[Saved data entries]

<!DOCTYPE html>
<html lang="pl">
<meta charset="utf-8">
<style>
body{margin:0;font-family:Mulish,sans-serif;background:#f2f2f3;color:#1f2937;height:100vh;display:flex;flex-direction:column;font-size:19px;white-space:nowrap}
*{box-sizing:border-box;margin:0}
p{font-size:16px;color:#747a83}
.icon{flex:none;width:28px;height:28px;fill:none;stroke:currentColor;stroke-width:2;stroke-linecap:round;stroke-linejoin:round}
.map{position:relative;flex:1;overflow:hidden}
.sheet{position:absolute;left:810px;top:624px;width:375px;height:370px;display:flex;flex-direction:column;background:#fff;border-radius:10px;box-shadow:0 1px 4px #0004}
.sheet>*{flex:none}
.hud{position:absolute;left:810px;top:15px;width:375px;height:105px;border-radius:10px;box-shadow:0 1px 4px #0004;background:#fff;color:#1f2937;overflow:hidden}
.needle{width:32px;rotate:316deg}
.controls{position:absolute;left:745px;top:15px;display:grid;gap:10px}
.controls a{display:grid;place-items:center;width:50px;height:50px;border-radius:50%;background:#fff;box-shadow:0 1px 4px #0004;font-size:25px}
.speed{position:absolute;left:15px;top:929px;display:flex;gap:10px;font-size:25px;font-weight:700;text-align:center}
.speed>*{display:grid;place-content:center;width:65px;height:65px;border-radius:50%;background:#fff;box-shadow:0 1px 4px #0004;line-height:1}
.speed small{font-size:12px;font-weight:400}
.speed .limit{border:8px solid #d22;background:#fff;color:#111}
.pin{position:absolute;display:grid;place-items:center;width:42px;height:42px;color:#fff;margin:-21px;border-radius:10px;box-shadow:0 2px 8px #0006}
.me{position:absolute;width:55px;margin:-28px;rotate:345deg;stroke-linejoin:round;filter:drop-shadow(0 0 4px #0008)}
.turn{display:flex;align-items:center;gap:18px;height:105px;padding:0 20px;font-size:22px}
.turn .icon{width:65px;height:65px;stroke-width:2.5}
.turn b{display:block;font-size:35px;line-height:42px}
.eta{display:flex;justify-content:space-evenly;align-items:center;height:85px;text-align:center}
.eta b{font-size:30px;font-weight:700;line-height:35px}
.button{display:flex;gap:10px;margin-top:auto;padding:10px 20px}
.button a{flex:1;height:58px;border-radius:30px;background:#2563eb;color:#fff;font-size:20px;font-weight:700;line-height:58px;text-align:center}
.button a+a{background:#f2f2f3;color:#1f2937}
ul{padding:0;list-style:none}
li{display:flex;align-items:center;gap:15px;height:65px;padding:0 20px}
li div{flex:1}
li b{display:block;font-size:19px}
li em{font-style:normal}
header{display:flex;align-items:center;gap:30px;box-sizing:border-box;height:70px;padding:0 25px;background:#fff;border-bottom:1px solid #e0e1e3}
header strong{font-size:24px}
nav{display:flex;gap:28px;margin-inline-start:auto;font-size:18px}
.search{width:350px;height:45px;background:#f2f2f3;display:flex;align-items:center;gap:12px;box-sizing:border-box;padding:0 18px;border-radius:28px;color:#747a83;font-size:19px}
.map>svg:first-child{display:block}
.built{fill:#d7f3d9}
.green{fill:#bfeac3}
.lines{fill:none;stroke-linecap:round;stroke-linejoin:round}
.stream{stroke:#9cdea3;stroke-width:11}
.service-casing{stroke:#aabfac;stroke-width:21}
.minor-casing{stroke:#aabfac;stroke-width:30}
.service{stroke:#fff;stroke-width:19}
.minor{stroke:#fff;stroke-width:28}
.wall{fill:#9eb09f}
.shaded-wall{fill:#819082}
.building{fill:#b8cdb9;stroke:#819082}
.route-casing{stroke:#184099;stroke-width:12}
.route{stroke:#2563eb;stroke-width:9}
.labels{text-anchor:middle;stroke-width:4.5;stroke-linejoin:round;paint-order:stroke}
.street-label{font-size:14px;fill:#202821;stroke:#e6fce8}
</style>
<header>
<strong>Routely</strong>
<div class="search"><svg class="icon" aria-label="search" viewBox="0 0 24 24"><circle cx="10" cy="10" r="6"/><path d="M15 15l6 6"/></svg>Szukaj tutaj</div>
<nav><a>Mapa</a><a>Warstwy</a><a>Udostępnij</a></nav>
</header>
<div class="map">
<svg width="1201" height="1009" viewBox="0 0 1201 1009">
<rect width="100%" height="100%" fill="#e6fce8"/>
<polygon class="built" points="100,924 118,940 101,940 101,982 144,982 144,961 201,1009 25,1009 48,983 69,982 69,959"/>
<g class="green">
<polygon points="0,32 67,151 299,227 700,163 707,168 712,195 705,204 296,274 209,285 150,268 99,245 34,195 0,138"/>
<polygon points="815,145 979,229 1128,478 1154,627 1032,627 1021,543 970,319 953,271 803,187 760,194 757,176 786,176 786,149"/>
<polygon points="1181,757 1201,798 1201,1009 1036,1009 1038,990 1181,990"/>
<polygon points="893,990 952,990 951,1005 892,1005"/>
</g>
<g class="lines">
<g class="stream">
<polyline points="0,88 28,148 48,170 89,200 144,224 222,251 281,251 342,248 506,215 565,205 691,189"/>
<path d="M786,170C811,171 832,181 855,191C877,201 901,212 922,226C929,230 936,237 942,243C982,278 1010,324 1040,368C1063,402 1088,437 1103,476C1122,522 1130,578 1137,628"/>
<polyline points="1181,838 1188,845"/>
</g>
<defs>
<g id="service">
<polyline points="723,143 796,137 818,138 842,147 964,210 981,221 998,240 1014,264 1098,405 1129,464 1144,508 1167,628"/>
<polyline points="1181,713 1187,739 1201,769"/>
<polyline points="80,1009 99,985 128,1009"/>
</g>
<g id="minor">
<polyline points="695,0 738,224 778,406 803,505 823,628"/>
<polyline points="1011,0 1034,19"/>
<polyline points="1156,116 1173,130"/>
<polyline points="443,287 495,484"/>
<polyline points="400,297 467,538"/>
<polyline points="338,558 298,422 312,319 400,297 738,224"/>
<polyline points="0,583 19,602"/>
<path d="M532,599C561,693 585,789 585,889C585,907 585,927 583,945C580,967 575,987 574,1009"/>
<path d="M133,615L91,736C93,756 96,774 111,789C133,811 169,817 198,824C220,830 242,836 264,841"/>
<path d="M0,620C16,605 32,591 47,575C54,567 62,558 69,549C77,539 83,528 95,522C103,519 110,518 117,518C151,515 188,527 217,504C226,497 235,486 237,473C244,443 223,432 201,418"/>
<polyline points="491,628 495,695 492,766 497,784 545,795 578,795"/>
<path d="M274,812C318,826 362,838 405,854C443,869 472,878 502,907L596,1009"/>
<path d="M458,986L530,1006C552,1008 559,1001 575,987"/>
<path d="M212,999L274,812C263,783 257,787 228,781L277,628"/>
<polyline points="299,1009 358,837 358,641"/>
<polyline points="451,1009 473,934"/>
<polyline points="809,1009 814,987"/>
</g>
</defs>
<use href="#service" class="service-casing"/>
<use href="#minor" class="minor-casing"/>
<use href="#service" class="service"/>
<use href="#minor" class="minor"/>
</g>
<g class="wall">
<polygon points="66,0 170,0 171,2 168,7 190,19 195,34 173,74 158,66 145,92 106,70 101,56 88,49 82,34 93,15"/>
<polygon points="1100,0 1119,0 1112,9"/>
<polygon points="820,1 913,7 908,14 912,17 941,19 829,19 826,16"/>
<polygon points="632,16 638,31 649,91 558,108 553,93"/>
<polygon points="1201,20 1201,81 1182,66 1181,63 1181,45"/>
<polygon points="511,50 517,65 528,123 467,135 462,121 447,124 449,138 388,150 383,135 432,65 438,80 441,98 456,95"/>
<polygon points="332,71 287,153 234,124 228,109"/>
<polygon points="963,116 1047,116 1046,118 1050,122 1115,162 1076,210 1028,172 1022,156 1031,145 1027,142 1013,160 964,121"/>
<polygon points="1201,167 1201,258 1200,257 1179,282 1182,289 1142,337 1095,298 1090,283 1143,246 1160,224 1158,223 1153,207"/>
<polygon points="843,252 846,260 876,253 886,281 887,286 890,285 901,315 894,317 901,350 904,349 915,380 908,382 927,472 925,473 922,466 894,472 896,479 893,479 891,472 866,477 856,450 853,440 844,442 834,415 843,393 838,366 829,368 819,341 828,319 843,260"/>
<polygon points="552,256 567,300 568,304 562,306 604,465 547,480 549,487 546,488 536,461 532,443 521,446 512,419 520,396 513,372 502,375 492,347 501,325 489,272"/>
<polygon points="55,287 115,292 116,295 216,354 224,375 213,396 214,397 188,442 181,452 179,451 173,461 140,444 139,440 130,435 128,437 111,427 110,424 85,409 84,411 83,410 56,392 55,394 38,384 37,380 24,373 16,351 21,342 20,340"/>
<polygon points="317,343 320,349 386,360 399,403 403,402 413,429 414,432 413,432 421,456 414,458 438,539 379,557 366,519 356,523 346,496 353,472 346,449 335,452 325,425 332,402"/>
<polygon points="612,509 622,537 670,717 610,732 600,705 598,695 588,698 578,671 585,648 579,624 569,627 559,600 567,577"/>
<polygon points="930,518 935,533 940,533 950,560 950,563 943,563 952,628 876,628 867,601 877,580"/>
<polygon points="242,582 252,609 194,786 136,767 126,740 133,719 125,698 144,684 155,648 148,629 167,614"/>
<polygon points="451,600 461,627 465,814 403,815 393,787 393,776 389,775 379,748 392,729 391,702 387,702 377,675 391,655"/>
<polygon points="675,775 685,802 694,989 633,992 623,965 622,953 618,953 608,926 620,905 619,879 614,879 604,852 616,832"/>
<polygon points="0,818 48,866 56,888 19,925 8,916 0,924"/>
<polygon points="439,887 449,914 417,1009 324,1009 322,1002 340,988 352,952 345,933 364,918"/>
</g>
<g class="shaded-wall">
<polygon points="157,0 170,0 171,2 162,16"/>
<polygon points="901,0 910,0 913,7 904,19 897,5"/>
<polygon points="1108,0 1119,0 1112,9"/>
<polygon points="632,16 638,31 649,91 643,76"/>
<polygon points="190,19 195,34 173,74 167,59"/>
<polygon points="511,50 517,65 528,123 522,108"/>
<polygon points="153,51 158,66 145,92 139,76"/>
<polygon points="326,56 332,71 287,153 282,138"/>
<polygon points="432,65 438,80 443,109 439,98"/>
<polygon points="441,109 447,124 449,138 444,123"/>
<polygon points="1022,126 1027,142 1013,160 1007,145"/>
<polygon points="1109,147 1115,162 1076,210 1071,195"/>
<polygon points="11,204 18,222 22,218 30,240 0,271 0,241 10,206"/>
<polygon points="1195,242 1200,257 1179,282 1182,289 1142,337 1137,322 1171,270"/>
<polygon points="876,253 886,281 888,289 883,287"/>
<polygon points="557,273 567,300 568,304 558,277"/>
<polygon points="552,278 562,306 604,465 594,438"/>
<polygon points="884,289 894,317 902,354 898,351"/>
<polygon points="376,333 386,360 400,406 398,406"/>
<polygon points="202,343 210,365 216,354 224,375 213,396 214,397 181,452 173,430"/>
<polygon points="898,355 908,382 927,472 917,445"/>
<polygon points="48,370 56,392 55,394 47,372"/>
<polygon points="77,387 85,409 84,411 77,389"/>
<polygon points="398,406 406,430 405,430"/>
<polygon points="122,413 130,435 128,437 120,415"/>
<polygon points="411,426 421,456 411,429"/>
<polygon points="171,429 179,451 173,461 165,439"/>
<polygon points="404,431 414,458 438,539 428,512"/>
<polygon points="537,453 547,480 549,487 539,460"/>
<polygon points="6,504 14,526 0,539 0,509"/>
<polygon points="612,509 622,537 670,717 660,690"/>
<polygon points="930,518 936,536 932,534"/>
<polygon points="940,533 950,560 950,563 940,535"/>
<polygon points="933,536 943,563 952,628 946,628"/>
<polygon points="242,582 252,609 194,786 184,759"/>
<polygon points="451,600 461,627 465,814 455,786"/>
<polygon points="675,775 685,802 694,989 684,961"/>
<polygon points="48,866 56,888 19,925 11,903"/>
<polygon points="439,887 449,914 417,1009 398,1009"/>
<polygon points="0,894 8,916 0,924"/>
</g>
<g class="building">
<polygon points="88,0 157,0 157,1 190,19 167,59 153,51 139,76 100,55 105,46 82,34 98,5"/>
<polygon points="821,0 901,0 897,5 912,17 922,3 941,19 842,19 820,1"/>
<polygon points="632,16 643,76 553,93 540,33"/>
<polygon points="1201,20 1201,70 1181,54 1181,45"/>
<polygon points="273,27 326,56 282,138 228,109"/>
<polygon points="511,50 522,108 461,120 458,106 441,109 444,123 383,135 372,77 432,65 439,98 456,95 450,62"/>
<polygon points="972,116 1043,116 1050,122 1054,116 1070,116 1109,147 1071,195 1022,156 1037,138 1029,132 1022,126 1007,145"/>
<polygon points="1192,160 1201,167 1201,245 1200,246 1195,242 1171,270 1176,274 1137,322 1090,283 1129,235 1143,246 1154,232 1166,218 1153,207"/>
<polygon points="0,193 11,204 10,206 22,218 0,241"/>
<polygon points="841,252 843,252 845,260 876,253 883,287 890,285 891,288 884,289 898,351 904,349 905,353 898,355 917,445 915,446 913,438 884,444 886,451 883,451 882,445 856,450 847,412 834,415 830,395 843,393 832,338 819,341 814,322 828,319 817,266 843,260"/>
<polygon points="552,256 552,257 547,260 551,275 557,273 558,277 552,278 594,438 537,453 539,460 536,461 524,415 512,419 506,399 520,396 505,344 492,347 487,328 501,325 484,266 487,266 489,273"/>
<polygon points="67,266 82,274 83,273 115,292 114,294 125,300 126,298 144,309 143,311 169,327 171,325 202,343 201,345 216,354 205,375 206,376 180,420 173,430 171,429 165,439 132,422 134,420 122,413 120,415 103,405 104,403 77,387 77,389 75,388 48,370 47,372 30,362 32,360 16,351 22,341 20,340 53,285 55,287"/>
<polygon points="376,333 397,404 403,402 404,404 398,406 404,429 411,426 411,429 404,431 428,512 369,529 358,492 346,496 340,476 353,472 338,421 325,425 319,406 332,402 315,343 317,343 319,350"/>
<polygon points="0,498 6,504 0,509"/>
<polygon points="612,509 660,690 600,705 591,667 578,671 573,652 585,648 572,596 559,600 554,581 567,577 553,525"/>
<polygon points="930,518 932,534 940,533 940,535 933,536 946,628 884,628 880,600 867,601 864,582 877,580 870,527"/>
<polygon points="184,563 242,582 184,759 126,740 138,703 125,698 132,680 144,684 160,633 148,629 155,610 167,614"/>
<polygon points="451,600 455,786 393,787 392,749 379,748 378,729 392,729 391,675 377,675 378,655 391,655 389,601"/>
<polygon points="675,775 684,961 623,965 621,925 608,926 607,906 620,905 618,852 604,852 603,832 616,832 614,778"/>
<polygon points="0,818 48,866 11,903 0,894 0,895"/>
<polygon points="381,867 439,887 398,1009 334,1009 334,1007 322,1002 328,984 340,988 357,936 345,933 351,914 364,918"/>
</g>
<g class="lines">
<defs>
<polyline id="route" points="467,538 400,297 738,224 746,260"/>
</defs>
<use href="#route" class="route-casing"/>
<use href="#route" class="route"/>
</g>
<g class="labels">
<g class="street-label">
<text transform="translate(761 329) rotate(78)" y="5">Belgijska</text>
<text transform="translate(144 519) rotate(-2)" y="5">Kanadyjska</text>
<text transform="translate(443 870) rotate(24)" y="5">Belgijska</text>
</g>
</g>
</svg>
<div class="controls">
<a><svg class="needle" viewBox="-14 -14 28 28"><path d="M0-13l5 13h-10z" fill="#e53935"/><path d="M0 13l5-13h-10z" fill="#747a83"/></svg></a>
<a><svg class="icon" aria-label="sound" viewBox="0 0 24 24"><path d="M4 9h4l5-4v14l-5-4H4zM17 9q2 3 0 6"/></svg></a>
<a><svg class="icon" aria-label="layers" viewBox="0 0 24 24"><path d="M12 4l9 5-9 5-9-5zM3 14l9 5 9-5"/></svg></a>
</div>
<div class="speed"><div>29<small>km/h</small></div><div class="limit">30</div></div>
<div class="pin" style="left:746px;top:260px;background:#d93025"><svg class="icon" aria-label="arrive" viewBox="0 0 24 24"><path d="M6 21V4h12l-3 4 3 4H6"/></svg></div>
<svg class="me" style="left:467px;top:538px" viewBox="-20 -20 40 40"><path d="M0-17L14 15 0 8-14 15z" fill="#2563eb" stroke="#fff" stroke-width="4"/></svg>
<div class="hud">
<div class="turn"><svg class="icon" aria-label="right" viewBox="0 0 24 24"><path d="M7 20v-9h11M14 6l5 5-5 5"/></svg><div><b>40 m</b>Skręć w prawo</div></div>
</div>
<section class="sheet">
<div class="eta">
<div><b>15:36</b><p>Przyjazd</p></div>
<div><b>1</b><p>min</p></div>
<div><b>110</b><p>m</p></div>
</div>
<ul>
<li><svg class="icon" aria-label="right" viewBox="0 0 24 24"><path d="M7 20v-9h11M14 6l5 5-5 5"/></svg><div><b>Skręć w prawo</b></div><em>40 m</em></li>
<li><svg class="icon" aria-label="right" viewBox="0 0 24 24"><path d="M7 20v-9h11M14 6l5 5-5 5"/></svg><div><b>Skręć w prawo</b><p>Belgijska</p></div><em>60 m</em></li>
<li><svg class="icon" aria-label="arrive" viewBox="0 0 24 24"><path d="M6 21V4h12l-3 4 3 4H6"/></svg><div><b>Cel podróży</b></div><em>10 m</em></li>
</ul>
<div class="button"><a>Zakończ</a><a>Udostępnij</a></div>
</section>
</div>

_Task prompt_
Both the line containing "w prawo</b></div><em>40 m</em></li>" and the line containing "w prawo</b><p>Belgijska</p></div><em>60 m</em></li>" belong in the answer. Print them and every line above that falls between them exactly, and no others.

_Exercise response_
<li><svg class="icon" aria-label="right" viewBox="0 0 24 24"><path d="M7 20v-9h11M14 6l5 5-5 5"/></svg><div><b>Skręć w prawo</b></div><em>40 m</em></li>
<li><svg class="icon" aria-label="right" viewBox="0 0 24 24"><path d="M7 20v-9h11M14 6l5 5-5 5"/></svg><div><b>Skręć w prawo</b><p>Belgijska</p></div><em>60 m</em></li>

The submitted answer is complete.